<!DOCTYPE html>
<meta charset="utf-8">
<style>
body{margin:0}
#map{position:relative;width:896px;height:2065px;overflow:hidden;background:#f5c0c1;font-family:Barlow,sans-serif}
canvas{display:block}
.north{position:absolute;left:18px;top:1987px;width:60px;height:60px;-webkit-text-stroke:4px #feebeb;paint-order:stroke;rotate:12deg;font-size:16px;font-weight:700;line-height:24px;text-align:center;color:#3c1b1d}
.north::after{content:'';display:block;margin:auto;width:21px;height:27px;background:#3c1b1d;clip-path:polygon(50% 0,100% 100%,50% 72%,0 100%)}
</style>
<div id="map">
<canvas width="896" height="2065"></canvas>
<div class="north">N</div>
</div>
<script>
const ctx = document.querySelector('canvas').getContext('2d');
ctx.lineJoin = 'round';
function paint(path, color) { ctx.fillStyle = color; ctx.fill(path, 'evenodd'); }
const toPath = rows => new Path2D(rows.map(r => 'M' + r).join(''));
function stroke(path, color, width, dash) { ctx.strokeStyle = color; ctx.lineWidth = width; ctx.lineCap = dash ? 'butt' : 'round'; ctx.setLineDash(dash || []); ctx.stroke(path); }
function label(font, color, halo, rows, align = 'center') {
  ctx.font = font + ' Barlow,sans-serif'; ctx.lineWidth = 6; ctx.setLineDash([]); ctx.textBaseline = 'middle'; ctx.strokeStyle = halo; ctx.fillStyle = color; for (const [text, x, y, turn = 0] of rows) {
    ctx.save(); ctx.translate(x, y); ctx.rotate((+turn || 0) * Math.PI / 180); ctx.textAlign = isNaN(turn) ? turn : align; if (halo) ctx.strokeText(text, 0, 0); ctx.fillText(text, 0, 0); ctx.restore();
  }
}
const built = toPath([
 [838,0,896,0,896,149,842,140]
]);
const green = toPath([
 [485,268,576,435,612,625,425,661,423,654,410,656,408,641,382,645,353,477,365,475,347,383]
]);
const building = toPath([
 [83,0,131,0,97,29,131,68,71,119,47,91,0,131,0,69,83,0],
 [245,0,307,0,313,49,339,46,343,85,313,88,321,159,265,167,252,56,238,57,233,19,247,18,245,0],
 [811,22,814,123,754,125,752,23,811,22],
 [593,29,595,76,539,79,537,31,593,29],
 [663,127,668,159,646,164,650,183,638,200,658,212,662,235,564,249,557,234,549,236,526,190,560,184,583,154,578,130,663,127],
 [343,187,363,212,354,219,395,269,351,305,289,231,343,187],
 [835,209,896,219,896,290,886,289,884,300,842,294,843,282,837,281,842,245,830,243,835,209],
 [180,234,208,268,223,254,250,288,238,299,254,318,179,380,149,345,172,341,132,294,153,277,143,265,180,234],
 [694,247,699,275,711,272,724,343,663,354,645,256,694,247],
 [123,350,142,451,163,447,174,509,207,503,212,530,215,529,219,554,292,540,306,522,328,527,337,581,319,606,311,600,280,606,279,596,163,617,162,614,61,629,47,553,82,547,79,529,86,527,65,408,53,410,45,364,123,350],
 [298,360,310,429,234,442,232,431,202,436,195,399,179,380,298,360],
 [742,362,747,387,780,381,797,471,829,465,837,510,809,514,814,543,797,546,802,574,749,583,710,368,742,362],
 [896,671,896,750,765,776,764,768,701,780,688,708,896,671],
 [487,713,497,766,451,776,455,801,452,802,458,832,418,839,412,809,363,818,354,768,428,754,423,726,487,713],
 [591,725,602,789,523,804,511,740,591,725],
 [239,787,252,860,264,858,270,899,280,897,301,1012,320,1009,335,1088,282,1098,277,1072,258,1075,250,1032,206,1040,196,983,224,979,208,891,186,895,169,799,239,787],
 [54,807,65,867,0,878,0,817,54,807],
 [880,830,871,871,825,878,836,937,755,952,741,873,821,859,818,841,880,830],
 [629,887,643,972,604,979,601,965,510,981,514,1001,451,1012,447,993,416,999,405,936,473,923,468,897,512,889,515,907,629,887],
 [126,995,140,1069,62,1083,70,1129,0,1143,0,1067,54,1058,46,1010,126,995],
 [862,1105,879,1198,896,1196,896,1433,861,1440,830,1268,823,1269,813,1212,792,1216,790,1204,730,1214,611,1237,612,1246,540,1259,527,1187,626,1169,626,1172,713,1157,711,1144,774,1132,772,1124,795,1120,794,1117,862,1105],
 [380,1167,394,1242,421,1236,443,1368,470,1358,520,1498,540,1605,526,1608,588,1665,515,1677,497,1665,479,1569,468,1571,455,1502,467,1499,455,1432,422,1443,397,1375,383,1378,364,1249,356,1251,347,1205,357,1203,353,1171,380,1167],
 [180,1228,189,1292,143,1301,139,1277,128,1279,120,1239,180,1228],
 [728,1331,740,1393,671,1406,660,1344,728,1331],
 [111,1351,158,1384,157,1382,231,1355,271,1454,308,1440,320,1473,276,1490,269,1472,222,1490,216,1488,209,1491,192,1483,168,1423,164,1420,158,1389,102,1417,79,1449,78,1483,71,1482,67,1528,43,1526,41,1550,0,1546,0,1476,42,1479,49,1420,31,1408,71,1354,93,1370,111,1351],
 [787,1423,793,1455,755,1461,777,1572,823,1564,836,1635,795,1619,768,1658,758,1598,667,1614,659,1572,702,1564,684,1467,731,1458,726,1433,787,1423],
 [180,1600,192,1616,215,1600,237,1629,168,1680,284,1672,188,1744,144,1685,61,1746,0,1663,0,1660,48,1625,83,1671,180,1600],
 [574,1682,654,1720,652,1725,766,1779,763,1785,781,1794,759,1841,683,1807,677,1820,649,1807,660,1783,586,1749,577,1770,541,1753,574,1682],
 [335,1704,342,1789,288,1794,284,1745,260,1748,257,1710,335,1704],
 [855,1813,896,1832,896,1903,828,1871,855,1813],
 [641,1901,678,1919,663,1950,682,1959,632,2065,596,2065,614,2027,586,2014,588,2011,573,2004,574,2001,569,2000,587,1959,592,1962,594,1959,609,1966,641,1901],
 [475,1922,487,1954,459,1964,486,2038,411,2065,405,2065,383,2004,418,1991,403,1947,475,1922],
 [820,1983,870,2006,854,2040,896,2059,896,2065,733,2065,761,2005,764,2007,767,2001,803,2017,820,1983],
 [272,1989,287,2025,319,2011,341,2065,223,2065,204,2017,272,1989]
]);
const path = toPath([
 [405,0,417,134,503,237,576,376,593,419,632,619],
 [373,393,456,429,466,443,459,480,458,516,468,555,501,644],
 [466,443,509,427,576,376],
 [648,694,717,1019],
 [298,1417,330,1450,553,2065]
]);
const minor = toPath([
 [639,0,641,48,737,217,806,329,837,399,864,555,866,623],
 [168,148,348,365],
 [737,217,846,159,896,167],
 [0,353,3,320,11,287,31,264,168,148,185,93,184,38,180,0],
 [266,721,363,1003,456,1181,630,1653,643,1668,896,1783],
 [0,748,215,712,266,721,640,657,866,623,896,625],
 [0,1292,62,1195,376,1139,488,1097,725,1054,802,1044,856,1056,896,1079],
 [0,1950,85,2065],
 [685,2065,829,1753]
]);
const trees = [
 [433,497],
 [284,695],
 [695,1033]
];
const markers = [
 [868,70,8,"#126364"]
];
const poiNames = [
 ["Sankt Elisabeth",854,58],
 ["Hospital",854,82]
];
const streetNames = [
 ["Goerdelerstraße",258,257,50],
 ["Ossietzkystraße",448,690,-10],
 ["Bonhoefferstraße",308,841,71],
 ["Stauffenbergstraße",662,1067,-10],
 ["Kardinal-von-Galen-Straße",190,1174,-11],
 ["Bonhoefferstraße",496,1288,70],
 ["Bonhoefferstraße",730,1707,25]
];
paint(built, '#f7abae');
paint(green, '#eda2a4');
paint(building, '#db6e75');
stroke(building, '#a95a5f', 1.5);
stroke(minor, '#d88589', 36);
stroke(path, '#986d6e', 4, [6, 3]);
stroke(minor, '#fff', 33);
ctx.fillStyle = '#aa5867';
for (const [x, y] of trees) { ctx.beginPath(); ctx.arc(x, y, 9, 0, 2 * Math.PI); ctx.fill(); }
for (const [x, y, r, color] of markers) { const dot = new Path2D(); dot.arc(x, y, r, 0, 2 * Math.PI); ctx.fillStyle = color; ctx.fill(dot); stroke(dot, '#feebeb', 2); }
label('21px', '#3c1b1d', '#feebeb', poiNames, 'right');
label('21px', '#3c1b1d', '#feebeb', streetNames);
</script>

# # # #

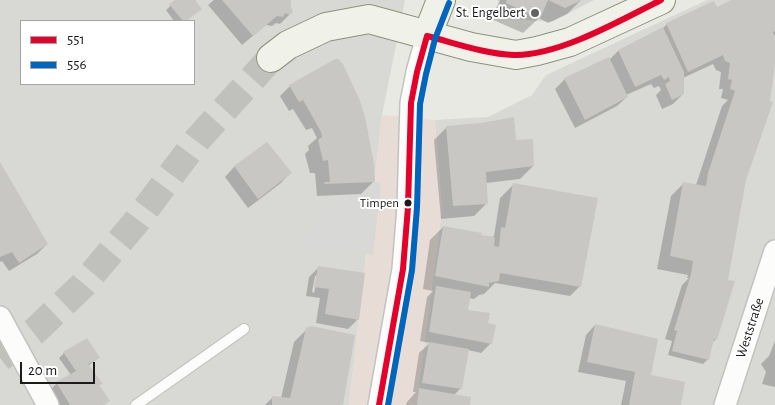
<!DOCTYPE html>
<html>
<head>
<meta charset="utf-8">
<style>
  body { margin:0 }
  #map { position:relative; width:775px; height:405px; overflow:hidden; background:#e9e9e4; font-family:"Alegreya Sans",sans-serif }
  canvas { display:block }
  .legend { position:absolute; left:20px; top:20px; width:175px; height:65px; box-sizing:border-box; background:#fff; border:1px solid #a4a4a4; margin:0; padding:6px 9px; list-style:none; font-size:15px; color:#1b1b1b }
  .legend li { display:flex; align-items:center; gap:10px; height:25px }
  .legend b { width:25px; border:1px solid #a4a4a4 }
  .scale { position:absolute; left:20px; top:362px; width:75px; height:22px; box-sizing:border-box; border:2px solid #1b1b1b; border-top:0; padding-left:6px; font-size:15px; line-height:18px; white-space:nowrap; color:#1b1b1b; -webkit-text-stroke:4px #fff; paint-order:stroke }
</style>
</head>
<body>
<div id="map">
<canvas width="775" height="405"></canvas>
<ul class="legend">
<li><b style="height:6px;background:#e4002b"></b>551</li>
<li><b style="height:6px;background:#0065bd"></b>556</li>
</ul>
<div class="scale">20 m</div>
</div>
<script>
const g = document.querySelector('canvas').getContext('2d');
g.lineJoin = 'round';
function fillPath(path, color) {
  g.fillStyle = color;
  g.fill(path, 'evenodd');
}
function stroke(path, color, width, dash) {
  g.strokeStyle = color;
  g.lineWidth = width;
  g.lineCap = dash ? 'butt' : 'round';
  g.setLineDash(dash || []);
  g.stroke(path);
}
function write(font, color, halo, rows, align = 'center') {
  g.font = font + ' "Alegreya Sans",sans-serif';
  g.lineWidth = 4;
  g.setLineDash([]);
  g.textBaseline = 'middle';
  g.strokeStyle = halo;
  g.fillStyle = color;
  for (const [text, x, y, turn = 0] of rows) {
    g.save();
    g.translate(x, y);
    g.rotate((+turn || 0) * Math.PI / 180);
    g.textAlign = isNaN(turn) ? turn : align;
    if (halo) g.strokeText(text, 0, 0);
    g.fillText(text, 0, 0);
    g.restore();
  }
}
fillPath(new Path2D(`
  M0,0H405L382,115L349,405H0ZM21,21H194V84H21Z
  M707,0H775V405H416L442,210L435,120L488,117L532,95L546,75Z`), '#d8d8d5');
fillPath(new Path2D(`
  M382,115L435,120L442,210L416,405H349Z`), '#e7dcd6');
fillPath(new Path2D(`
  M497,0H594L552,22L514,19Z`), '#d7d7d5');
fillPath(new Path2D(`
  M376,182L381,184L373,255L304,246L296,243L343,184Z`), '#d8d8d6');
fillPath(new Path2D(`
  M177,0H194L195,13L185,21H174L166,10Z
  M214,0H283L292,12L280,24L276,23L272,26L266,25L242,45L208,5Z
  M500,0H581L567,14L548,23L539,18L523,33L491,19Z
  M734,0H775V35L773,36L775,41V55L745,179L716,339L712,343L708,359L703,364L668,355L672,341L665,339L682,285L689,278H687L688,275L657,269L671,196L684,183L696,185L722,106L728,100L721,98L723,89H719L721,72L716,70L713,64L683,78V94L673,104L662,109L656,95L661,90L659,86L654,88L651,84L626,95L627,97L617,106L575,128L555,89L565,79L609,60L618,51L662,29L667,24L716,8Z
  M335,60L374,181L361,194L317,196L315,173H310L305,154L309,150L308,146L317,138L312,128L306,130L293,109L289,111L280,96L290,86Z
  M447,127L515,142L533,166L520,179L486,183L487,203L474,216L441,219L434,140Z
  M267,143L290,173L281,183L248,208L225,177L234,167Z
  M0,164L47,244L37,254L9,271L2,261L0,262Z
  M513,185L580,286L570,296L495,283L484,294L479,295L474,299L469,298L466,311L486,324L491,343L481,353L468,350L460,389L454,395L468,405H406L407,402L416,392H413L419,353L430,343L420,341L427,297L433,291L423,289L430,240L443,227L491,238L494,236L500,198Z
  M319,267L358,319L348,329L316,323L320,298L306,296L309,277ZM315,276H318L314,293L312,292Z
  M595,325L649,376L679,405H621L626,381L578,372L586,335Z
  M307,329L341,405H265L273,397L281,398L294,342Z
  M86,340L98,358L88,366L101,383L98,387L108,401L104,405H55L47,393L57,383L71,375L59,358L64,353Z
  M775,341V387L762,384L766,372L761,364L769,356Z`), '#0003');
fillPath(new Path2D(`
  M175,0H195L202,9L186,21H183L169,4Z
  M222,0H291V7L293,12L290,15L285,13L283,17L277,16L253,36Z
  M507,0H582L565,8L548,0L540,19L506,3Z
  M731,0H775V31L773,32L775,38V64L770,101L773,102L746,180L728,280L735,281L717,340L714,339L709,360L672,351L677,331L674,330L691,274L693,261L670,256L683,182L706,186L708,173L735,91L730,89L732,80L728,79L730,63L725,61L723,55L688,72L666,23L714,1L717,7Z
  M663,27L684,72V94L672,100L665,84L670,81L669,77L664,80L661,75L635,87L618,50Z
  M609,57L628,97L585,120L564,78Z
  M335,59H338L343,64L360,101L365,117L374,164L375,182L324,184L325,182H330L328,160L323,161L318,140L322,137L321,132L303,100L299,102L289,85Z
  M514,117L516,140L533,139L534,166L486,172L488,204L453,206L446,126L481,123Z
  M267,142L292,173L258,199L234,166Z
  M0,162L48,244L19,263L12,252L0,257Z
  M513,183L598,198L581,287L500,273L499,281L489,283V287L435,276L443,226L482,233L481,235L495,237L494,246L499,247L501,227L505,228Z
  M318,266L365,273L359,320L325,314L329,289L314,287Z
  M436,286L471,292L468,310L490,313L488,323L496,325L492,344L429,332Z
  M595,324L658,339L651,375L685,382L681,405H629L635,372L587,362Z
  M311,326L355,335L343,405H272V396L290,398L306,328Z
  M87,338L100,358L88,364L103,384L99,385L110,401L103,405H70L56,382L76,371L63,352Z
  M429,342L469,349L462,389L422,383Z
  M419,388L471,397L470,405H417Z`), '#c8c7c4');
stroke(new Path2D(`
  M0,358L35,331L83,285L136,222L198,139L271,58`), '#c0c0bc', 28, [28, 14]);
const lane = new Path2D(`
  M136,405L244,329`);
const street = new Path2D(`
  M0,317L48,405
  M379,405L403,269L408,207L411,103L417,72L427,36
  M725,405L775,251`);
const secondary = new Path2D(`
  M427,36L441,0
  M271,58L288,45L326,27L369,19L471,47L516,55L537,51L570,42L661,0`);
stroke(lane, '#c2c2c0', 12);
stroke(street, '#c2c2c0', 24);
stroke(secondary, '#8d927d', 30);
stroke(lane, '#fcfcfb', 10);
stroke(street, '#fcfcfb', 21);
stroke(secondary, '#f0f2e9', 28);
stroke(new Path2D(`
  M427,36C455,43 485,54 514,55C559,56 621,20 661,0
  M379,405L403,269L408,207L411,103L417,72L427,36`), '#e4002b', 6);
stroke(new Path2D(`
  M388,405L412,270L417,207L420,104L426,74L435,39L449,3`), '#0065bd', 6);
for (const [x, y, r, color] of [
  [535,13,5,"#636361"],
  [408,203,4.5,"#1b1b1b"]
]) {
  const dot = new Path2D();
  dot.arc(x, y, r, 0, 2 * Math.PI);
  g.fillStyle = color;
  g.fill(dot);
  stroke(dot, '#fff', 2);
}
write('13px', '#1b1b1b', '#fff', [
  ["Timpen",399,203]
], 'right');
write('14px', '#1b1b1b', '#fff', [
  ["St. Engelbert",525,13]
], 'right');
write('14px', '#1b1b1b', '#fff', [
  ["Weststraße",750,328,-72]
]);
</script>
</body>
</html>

# # # #

» **Your assignment**: Taking the listing above as the source, transcribe only the lines starting at the line with "function label(font, color, halo, rows, align" and going through the line with "ctx.font = font", unaltered and with both ends included.

» **Completed task**:
function label(font, color, halo, rows, align = 'center') {
  ctx.font = font + ' Barlow,sans-serif'; ctx.lineWidth = 6; ctx.setLineDash([]); ctx.textBaseline = 'middle'; ctx.strokeStyle = halo; ctx.fillStyle = color; for (const [text, x, y, turn = 0] of rows) {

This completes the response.